¿Qué pasaría si México eligiera como en EU?

Mediante un sistema electoral desarrollado entre 1787 y 1824, Estados Unidos define cada cuatro años a quien será Presidente del país no por el voto popular sino mediante un Colegio Electoral cuyos miembros son designados por los votantes. Es decir, si bien los electores ...

Mediante un sistema electoral desarrollado entre 1787 y 1824, Estados Unidos define cada cuatro años a quien será Presidente del país no por el voto popular sino mediante un Colegio Electoral cuyos miembros son designados por los votantes.

Es decir, si bien los electores estadunidenses votan por alguno de los candidatos a la Presidencia, en realidad están sufragando por miembros de un Colegio Electoral que sesiona 41 días después de los comicios y designa, por mayoría simple, a quien ocupará la Casa Blanca durante el cuatrienio que comienza en enero del año siguiente de la elección.

La Constitución estadunidense deja a los estados en libertad decidir cómo distribuyen los grandes electores que formarán parte del Colegio. Todos los estados menos dos (Nebraska y Maine) dan la totalidad de los votos electorales en juego al ganador de la elección presidencial en la entidad.

Para ser Presidente se requiere ganar la mayoría de los votos electorales en el Colegio. Ese sistema hace que no siempre llegue a la Casa Blanca quien obtenga la mayoría de los sufragios depositados en las urnas. La última vez que sucedió eso fue en 2000.

El estadunidense es un sistema federalista que otorga a los estados el poder de nombrar al Presidente. Actualmente el Colegio se conforma por 538 grandes electores, cifra que resulta de la suma de los 435 representantes, 100 senadores y tres lugares más, que corresponden al Distrito de Columbia.

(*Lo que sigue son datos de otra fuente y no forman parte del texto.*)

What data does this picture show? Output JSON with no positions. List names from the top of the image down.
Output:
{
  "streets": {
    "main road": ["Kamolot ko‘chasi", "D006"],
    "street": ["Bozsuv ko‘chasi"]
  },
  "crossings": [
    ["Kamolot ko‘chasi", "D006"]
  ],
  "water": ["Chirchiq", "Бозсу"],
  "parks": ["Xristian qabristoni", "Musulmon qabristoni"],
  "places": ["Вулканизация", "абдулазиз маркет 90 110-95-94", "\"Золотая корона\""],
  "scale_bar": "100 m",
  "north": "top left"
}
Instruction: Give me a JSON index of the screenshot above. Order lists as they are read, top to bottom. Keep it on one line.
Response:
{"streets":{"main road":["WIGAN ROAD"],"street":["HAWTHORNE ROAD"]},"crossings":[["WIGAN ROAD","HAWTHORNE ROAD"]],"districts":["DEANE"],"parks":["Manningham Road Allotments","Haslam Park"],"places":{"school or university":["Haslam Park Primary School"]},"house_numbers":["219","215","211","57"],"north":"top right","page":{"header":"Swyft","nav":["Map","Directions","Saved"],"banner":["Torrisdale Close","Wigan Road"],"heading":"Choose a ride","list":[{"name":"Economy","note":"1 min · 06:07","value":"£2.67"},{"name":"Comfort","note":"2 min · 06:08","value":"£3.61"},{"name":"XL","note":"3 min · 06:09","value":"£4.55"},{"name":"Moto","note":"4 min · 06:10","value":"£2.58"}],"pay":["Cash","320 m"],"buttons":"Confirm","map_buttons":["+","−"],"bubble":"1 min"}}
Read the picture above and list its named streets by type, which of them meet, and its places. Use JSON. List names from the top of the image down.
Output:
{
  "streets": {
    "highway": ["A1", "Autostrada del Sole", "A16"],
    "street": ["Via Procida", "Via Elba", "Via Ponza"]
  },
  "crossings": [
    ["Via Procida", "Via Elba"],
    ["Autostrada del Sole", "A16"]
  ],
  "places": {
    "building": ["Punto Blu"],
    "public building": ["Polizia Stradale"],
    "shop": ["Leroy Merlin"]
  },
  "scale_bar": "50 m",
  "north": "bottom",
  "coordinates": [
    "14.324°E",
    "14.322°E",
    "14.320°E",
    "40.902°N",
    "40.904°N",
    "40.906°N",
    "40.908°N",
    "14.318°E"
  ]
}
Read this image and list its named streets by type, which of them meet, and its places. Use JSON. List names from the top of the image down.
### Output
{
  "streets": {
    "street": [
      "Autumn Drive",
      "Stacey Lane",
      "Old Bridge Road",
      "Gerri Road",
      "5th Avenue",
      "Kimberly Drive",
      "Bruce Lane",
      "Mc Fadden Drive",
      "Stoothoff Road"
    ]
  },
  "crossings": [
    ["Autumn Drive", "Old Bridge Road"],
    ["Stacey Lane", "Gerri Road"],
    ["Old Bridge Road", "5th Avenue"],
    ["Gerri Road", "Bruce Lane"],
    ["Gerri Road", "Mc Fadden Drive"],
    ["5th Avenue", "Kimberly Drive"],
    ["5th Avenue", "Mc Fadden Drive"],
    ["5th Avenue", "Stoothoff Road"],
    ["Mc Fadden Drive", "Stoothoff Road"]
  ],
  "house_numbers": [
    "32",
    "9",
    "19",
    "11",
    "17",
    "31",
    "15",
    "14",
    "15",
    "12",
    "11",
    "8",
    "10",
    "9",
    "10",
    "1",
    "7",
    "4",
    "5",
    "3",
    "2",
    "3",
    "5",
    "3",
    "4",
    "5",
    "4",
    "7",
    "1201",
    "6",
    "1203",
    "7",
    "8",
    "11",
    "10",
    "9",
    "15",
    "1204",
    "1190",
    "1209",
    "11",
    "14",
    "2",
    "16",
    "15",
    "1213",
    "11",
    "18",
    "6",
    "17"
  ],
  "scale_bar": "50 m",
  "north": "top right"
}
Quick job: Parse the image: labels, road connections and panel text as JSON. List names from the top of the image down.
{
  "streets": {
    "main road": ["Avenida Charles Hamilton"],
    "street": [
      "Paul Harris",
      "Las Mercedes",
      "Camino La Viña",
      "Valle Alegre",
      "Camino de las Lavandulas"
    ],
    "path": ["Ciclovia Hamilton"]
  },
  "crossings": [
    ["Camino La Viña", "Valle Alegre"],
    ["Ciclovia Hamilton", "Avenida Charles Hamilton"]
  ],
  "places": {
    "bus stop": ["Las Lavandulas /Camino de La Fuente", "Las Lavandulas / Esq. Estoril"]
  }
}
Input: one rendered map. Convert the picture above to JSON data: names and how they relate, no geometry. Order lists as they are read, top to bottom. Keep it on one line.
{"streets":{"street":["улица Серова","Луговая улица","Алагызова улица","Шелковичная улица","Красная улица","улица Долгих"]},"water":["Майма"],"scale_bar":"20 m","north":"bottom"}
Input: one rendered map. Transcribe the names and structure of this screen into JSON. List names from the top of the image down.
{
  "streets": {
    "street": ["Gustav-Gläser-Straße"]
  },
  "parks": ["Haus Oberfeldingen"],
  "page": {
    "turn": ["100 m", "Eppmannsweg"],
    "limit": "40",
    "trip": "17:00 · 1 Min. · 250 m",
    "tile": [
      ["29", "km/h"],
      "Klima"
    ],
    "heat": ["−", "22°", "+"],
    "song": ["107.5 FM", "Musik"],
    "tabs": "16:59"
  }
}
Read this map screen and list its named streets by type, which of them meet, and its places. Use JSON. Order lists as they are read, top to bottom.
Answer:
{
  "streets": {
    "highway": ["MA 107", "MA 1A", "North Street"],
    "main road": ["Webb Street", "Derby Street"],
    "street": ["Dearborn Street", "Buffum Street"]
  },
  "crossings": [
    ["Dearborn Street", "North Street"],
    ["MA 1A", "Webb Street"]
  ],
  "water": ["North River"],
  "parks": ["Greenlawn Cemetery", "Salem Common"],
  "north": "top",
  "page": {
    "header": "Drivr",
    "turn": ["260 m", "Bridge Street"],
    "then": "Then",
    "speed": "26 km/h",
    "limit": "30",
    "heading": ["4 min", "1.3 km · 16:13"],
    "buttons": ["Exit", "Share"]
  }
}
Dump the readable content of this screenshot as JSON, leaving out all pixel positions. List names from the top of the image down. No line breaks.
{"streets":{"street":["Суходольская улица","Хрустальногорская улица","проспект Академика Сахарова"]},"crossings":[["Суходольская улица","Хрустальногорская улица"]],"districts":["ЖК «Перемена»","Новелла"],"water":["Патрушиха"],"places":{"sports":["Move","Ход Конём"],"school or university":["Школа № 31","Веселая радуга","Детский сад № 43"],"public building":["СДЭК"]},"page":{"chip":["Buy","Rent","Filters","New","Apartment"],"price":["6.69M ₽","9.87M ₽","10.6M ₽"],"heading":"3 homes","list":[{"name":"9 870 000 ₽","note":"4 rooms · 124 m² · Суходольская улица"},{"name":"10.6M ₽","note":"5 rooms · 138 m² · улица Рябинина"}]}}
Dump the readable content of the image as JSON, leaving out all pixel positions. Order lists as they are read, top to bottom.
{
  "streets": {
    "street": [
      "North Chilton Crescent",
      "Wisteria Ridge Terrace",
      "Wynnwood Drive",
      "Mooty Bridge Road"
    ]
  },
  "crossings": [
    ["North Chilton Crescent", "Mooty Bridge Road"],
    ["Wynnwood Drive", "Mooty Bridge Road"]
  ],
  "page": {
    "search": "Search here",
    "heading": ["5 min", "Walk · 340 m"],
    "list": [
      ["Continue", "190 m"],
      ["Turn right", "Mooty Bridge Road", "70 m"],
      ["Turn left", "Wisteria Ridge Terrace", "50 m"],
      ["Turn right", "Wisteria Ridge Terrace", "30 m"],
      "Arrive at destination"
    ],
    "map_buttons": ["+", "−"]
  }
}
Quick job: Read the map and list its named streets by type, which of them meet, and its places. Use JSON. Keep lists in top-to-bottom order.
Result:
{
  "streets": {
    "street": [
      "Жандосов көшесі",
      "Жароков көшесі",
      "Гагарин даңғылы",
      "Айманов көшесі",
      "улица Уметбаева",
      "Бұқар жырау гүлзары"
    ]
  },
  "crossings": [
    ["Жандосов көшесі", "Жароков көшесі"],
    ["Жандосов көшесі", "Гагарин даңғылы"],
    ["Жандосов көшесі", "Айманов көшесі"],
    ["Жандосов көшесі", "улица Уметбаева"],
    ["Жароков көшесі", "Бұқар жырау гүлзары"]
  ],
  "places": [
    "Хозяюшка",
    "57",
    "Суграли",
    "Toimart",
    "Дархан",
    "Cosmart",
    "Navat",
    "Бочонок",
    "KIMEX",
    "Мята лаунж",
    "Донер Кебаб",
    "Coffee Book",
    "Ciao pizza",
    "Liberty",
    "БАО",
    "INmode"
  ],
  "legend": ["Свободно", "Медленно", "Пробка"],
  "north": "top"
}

La razón por la que existe el Colegio Electoral es la gran desconfianza que tenían en la democracia los padres fundadores del país. James Madison expresaba temor de que grupos de interés consiguieran hacerse del apoyo de la mitad más uno del electorado e impusieran su voluntad a los demás.

Alexander Hamilton escribió en El Federalista que un sistema electoral basado en un esquema de representación evitaría que la Presidencia recayera en un hombre sin las cualidades para ejercer el cargo.

El Colegio Electoral fue resultado, pues, del deseo de James Madison, Alexander Hamilton y otros de tener un órgano de deliberación integrado por personas capaces de mantener el sentido original de la nación y analizar lo que resultaba más conveniente para ella y asumir decisiones con base en razones.

En México existió hasta 1912 un sistema de elección indirecta del Presidente de la República. E incluso instaurado el voto popular como vía para renovar el Ejecutivo, se mantuvo por varias décadas una instancia de representación para dar la última palabra sobre la validez de los comicios: el Colegio Electoral de la Cámara de Diputados.

Pero ¿qué habría pasado en las elecciones presidenciales recientes si aquí existiera un sistema similar al estadunidense?

El territorio mexicano está dividido en 300 distritos electorales, como el de Estados Unidos lo está en 435. Aquí y allá, a cada estado le corresponde un número de diputados de mayoría relativa que se establece de acuerdo con la población de la entidad.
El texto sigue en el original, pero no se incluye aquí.